漫画家・伊藤潤二の作品群をはじめとする日本のホラー作品に多大な影響を受けたホラーゲーム『恐怖の世界』(英題: World of Horror)がついに完成だ。
本作のプレイステーション4およびNintendo Switch版が2023年10月19日より発売されるほか(国内パブリッシングはPlayismが担当)、アーリーアクセスが行われていたPC版も同日深夜(※)にバージョン1.0へとアップグレードされ、日本語に正式対応する。(※10月19日午後0時半追記: 当初“夕方ごろ”としていたのを変更)
“旧き神”が招く宇宙的終末に立ち向かう変則RPG
本作を開発したのは、ポーランドのインディーゲーム開発者panstasz。先に書いたようにPC版アーリーアクセスが行われていた本作だが、今回本誌ではPC版バージョン1.0を先行プレイしたので、その内容を改めてご紹介しよう。

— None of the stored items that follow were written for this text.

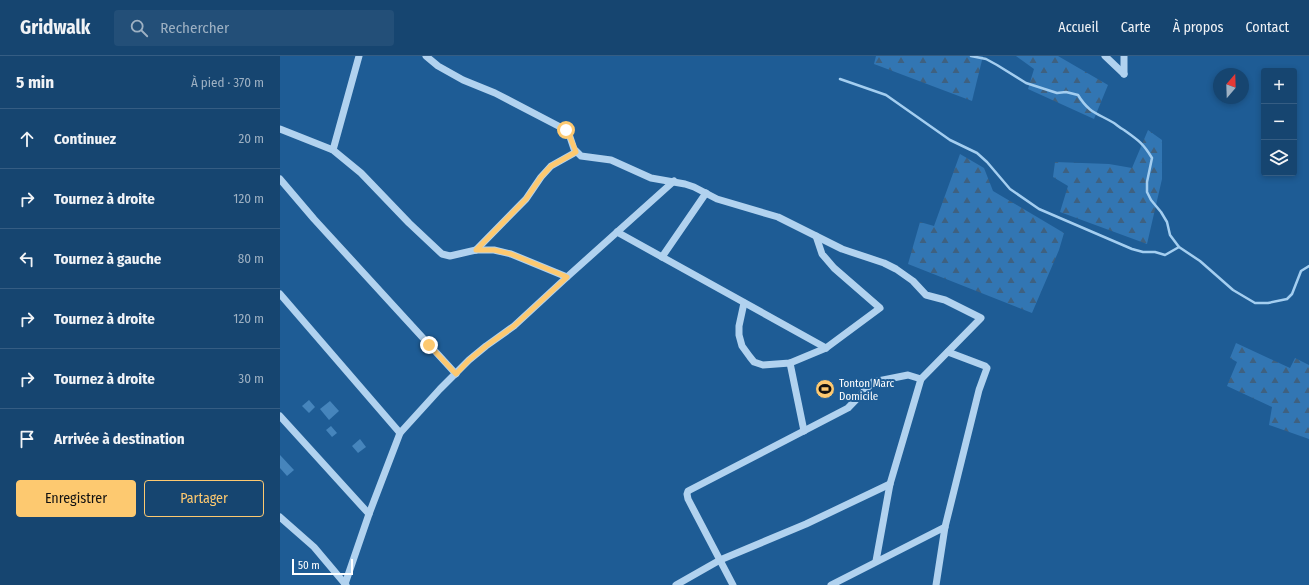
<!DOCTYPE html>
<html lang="fr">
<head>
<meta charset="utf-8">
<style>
	body { margin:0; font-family:"Fira Sans Condensed",sans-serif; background:#234f78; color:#f1f3f6 }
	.controls { position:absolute; right:12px; top:12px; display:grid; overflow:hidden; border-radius:4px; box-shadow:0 2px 6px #0003 }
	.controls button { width:36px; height:36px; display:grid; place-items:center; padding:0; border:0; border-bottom:1px solid #355d83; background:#164570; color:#f1f3f6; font:20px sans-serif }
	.compass { position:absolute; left:933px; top:12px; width:36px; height:36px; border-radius:50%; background:#164570; box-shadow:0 2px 6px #0003; rotate:19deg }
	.scale { position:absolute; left:12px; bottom:10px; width:61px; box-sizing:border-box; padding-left:4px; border:2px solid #fff; border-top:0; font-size:11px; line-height:14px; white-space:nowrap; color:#fff; -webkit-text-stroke:3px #1e5c95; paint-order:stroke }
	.stop { position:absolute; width:12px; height:12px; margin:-9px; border:3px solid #fdc970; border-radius:50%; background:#fff }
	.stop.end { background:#fdc970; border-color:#fff; box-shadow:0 1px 4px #0008 }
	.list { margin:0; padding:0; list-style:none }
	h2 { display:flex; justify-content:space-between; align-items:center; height:52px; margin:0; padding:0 16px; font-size:17px }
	h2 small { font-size:13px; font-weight:400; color:#9eb1c3 }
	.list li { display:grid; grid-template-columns:26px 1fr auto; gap:12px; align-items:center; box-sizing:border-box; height:60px; padding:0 16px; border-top:1px solid #355d83 }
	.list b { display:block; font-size:15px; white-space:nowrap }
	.list em { font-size:13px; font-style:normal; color:#9eb1c3 }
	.actions { display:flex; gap:8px; padding:12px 16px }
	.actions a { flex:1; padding:9px 0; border:1px solid #fdc970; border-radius:4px; text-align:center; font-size:14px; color:#fdc970 }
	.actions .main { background:#fdc970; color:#111 }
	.icon { flex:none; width:22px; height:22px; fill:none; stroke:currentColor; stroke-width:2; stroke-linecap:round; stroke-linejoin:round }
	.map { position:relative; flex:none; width:1029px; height:529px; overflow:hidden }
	header { display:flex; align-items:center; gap:24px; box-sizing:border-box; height:56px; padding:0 20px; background:#164570; border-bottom:1px solid #355d83 }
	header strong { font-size:19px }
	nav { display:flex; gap:22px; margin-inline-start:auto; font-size:14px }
	.search { width:280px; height:36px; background:#234f78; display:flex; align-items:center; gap:10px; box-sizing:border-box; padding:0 14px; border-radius:4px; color:#9eb1c3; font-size:15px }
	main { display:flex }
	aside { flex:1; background:#164570 }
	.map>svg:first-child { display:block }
	.forest { fill:url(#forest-firs) }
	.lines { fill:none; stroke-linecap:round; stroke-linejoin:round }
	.stream { stroke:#a4cef0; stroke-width:2.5 }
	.building { fill:#4685bc }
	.minor { stroke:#b1d2ef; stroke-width:7 }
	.route { stroke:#fdc970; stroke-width:5 }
	.labels { text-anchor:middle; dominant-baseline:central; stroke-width:4; stroke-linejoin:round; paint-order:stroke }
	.poi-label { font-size:11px; fill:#fff; stroke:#1e5c95; text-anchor:start }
</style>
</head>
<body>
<header>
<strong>Gridwalk</strong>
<div class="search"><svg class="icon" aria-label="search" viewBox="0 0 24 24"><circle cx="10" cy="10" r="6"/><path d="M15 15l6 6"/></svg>Rechercher</div>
<nav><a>Accueil</a><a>Carte</a><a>À propos</a><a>Contact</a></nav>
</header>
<main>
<aside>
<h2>5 min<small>À pied · 370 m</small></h2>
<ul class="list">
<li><svg class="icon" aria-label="ahead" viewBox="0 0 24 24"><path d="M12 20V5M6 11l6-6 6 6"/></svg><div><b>Continuez</b></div><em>20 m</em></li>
<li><svg class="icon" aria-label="right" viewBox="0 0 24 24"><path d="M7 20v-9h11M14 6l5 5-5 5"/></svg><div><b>Tournez à droite</b></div><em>120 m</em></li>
<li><svg class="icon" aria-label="left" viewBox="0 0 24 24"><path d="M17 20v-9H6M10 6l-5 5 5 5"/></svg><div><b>Tournez à gauche</b></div><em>80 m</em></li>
<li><svg class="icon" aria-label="right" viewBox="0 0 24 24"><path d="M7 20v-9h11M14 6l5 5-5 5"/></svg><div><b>Tournez à droite</b></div><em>120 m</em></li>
<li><svg class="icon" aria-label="right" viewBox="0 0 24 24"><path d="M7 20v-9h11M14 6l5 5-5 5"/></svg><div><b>Tournez à droite</b></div><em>30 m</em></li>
<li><svg class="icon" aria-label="arrive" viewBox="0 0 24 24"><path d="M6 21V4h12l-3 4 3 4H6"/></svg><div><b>Arrivée à destination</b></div></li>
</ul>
<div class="actions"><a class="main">Enregistrer</a><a>Partager</a></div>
</aside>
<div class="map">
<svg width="1029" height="529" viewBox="0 0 1029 529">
	<defs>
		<pattern id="forest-firs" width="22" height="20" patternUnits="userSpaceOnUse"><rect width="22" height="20" fill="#3276b3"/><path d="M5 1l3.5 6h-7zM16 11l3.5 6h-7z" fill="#3f6180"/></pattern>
	</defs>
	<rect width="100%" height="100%" fill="#1e5c95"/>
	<!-- forest -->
	<g class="forest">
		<path d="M 596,0 L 703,0 L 692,45 L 594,8 Z"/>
		<path d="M 736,0 L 778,0 L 828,29 L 814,63 L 748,33 L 754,13 Z"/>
		<path d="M 868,74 L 882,84 L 882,123 L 867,188 L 780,156 L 788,130 L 773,121 L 775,106 L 829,108 L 852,112 Z"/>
		<path d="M 680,98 L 704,112 L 713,135 L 784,177 L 779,194 L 752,257 L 628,208 L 640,166 L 654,170 Z"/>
		<path d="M 956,287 L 1010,312 L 1015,302 L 1029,309 L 1029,383 L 989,369 L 992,351 L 947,330 L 957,306 L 950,302 Z"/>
	</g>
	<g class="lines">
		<!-- stream -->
		<g class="stream">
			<path d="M 691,0 L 706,3 L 717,9 L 746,27 L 777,37 L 786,36 L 798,39 C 809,57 817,57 834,67 C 837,69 840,72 844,74 C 858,84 863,87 872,102 L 867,126 L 867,136 L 871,144 L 881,156 L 887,166 L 890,179 L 899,191 L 920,205 L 953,234 L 975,247 L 988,247 L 1007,243 L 1012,238 L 1021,215 L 1029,210"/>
			<path d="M 560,23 L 606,39 L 670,84 L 697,97 L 707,106 L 730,133 L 759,153 L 852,193 L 863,196 L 875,196 L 885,199 L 899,191"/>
		</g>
	</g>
	<!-- building -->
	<g class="building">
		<path d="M 29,344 L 35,351 L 29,357 L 22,350 Z"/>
		<path d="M 50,345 L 59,355 L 49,364 L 40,353 Z"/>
		<path d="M 51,370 L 57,377 L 52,381 L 46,374 Z"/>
		<path d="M 80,383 L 86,391 L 78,397 L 72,390 Z"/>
		<path d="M 0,399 L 14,414 L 7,420 L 0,412 Z"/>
	</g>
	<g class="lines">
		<!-- minor -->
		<g class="minor">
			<path d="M 146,0 L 158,10 L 183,24 L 215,37 L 286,74 L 290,81 L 294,93 L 301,100 L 331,104 L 371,122 L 405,128 L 414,131 L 437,143 L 498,161 L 562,193 L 604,207 L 616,213 L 633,225 L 646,239 L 665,244 L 701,262 L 641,323 L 628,319 L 593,326 L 568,352 L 408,435 L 407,438 L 408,443 L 453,529"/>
			<path d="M 825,0 L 844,18"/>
			<path d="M 844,18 L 844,0"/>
			<path d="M 0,73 L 53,94 L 81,117 L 129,167 L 162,198 L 170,200 L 196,194 L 214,194 L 231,198 L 287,221 L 234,270 L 206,290 L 189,304 L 160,333 L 120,377"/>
			<path d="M 53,94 L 79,0"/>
			<path d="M 0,123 L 34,163 L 176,318"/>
			<path d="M 337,176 L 546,292"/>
			<path d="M 196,194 L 246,143 L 261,121 L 271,110 L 296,96"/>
			<path d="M 382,201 L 426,137"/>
			<path d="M 287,221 L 394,125"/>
			<path d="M 0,238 L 120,377 L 89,458 L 65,528"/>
			<path d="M 464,247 L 459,270 L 459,279 L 462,290 L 470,301 L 474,306 L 483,309 L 510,307 L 546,292 L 600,252 L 554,212 L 542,198 L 536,180"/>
			<path d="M 510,307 L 524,375"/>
			<path d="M 0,360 L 89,458"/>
			<path d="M 0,461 L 34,491 L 66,529"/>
			<path d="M 596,505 L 610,428 L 641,323"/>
			<path d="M 396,529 L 440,504 L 526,468 L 610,428"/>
			<path d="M 551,529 L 665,471"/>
			<path d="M 656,529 L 665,471 L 699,334 L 707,312 L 705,310 L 668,296"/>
		</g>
	</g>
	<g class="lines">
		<!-- route -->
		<path class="route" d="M 149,289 L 176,318 L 189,304 L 206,290 L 234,270 L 287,221 L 231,198 L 214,194 L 196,194 L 246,143 L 261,121 L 271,110 L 296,96 L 290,81 L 286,74"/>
	</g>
	<!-- icons -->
	<defs>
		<g id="stadium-disc" transform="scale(1)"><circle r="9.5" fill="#fdc970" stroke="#1e5c95"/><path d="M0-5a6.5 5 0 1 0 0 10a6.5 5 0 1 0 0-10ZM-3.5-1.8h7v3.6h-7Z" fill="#111"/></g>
	</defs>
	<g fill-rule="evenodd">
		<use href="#stadium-disc" x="545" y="333"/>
	</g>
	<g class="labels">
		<!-- poi labels -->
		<g class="poi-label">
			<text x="559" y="327">Tonton Marc<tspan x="559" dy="13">Domicile</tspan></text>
		</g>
	</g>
</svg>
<div class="controls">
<button>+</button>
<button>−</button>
<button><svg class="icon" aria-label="layers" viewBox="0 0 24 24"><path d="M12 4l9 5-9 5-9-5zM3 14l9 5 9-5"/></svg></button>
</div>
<svg class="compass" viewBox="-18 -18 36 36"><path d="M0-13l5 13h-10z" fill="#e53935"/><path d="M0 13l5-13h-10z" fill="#9eb1c3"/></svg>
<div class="scale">50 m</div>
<div class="stop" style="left:286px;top:74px"></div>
<div class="stop end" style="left:149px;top:289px"></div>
</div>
</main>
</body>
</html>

本作の舞台は“塩川町”。クトゥルフ神話的な“旧き神”たちが目覚めたことにより、一見なんの変哲もない町がさまざまな怪事件に悩まされるようになる。プレイヤーの目的は町で囁かれるさまざまな謎を調査していき、決定的な破滅が訪れる前に食い止めることだ。
ゲームとしては一見アドベンチャーゲーム風でありつつテーブルトークRPG的なシステムが組み合わさっていて、かなりクセは強め。ターンベースの戦闘時に選べるコマンドの多さだけでも面食らうだろう。
しかも難度も決して易しくはなく、一度クリアーした事件でも状況やランダムイベントのめぐり合わせが悪ければゲームオーバーということは往々にしてある。基本的には、ランダム要素をうまく乗り越えてクリアーできるチャンスを目指して何度もプレイするゲームなのだ。
なので初見の人はもちろん、以前アーリーアクセス版をちょっとプレイした人やその実況などを見たことがあるという人も、まずはチュートリアルである“身の毛もよだつハサミ女の未解決事件”からプレイしながらシステムを把握・再確認していくのをオススメしたい。
さてバージョン1.0の特徴は、日本語をはじめとするローカライズ対応の追加と、ゲーム中に出てくる事件やプレイアブルキャラクターの追加、そして家庭用ゲーム機版の発売といったところ。
その中でも嬉しいのが、やはり公式な日本語対応だ。本作は伊藤潤二作品とH・P・ラヴクラフト的なコズミックホラーが昭和末期(1984年)の日本を舞台にミックスされたような、ドロッとした絶妙な雰囲気が最大の売り。それだけにしっかりとしたローカライズでこの世界観を堪能できるのは非常にありがたい。
今回プレイしたバージョン1.0のレビュー版では少しばかり文字抜けらしき部分や改行位置が微妙なところもあったのだが、発売直前のアップデートでの修正も予定されているそうなので、さらなるクオリティアップが期待できるだろう。